Mrs. Stanfield knew how her daughter was; Hannah was independent and wanted to stand on her own two feet. The thought made her start crying for the second time that day.
The mothers huddled together as their children started taking care of the necessary paperwork and proof of identity. Sniffles reached their children and the daughter dug in her purse, pulled out a travel-sized tissue, and tossed it in their direction. She wished that she had packed a few more.

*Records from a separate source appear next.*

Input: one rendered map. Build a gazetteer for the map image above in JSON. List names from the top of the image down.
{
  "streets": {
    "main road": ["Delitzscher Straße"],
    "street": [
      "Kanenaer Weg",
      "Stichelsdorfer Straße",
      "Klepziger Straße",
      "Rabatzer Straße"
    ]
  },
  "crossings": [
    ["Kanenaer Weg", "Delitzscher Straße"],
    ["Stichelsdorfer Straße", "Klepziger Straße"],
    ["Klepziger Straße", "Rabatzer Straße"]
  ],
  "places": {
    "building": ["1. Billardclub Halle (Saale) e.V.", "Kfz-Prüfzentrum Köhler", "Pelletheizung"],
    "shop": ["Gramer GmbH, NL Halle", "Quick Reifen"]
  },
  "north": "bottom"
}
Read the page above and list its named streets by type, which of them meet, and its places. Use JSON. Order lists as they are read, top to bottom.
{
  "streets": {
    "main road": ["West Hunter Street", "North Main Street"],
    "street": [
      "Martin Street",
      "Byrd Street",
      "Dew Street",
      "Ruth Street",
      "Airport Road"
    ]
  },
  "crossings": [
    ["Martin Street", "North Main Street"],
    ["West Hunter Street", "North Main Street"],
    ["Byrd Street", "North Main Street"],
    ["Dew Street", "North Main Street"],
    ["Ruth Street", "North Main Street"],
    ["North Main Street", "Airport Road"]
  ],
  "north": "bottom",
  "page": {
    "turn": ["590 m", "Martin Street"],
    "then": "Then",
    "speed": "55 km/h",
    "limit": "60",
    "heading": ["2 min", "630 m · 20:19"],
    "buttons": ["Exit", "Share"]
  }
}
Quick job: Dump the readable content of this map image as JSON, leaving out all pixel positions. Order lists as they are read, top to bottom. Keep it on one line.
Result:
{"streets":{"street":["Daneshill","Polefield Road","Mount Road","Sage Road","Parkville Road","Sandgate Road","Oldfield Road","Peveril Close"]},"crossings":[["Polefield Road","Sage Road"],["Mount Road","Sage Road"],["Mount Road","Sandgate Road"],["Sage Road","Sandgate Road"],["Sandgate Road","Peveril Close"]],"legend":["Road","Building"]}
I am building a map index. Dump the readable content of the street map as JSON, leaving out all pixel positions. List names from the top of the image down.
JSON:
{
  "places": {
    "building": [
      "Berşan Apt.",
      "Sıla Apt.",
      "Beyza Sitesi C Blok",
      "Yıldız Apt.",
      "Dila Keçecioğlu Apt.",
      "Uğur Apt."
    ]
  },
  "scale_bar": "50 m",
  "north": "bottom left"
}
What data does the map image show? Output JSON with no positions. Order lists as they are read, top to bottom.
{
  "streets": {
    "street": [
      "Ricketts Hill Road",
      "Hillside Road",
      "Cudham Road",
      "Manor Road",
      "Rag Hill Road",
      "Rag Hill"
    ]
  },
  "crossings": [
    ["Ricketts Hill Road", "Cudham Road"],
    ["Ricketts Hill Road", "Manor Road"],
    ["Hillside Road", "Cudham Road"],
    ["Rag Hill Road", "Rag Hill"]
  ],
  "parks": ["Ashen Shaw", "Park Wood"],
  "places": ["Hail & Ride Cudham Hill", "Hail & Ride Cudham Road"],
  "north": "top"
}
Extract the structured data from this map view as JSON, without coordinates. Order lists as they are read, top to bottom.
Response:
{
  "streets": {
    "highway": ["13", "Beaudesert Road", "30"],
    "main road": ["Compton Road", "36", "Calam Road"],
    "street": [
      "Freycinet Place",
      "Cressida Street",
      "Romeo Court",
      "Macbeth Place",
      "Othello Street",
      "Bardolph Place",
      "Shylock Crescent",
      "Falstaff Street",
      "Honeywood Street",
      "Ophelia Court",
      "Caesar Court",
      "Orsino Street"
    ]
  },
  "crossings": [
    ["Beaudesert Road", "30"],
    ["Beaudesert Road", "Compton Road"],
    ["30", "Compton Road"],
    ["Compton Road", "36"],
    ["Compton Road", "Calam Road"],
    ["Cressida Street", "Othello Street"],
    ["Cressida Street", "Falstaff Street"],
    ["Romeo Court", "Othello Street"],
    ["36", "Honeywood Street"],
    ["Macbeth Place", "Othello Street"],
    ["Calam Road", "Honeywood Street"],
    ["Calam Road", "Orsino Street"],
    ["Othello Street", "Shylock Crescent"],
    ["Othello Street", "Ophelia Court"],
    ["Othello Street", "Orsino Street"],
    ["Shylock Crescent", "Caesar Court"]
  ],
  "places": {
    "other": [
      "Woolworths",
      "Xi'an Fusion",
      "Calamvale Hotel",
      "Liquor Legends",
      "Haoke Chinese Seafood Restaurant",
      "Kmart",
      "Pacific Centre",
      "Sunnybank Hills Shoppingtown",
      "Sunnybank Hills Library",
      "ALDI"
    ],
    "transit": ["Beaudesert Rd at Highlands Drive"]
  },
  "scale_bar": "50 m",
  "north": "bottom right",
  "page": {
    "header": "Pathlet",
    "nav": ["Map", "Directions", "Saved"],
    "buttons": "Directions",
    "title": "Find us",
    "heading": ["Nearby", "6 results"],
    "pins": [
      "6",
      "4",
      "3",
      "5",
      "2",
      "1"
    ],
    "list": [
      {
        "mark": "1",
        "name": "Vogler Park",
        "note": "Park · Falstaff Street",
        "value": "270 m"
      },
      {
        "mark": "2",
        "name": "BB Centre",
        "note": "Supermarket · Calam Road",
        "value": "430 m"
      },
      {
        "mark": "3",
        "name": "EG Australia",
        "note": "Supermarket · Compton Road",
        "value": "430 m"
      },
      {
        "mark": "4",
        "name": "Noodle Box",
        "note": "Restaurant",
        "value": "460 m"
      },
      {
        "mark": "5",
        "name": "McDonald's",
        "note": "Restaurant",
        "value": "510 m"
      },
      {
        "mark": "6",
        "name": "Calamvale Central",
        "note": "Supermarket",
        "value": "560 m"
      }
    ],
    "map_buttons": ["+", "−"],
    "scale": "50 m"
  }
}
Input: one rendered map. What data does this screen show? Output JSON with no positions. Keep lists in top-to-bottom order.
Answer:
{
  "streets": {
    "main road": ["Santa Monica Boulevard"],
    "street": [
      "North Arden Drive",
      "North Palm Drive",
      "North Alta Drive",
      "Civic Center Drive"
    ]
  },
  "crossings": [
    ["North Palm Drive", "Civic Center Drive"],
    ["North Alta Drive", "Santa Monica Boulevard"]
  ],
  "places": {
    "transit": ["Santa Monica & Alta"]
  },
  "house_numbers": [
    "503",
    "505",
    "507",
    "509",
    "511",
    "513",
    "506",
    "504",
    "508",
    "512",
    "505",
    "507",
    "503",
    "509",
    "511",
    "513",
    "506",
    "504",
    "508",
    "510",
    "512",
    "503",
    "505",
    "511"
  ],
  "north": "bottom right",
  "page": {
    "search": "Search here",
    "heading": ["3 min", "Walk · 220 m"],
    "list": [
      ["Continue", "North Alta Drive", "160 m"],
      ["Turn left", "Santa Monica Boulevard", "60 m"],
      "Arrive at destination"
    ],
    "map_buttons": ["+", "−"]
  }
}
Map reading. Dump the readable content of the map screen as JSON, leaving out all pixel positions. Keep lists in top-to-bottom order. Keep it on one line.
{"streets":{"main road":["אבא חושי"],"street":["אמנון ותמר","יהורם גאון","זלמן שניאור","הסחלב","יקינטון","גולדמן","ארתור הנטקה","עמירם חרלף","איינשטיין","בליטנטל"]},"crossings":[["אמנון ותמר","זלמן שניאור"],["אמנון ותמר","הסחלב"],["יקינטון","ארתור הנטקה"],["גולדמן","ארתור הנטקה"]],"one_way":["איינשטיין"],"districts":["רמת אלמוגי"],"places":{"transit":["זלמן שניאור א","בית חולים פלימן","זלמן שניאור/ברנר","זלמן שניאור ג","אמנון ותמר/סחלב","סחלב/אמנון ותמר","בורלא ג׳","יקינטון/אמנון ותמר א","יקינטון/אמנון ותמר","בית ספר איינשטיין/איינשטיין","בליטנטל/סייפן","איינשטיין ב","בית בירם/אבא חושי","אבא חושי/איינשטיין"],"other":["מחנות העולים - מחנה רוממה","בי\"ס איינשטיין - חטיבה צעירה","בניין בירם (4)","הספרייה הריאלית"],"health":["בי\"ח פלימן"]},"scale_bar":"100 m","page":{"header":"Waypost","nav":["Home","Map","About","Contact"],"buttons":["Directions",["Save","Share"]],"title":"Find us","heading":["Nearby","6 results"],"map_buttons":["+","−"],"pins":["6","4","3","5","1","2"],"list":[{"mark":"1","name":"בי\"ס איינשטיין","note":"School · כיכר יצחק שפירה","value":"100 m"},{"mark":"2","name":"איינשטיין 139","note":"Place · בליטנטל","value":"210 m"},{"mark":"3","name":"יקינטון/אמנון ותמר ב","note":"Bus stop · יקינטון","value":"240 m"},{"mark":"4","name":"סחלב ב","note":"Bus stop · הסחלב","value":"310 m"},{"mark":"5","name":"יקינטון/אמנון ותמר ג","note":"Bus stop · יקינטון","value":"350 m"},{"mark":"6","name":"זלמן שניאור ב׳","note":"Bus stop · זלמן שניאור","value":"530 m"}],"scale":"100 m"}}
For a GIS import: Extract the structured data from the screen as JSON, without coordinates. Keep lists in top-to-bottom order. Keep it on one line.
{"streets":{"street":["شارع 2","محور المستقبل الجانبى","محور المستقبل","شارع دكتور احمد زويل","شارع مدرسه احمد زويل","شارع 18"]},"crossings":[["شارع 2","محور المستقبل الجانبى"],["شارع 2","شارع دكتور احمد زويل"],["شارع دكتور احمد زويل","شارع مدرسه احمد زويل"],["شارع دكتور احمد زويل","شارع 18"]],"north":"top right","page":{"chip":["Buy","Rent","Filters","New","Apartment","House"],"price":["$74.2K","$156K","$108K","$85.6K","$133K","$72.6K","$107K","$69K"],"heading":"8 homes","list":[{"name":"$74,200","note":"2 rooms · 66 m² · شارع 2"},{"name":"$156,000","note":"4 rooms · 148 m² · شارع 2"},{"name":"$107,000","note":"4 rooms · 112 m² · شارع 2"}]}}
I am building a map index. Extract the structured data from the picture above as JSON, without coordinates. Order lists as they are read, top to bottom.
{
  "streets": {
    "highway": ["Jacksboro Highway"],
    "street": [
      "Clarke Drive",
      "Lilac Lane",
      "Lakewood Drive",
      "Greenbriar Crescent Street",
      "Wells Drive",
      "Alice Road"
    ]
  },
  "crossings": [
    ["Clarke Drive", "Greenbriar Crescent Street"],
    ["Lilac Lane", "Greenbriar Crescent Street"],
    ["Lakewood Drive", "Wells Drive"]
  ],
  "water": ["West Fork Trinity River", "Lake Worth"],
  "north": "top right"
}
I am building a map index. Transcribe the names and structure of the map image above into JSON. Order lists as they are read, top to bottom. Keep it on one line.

Kelly was bouncing; she’d always wanted a sister and was thankful that her part in Aimee’s schemes hadn’t lost her Hannah’s friendship. Right then, watching Hannah and Brady unite together to go along a road that was not going to be easy during the next five years, Kelly swore that she was going to side with Hannah no matter how much pressure Aimee tried to put on her.
She already had in a few small ways, like refusing to discuss Hannah’s pregnancy and marriage plans with the gossipy mean girl. She’d talked to Will Cooper about how they both needed to make some changes in their lives and remove the toxic person before even more of their lives collapsed around them.
And then the paperwork was taken care of. The license paid for. The counseling approved. They just had to wait for their turn with the judge.
Minutes ticked by. They felt like seconds to their parents, parents who knew that their children’s lives were about to be vastly different. They felt like hours to Hannah and Brady, who were impatient to start their new lives. They felt like minutes to Kelly, who took out her copy of
Frankenstein
and started reading the assigned section.
Finally their number was called and all six of them filed into the judge’s office. Kelly, sadly, was distracted by the books lining the walls, by the framed diplomas proudly displayed, and even the photos of his children on the desk. Her head jerked upright as she heard him state, “By the power vested in me by the State of Tennessee I may now pronounce you Husband and Wife.”
Kelly had missed the entire ceremony by daydreaming.
“Now, if we could just sign here, here, and I need two witnesses to sign here.”
She watched her brother, new sister, and the mothers sign their names at the indicated places. She watched Hannah beaming up at Brady. She needed to remember that she wasn’t losing her brother but gaining a sister.
A sister who was much nicer than her so-called best friend.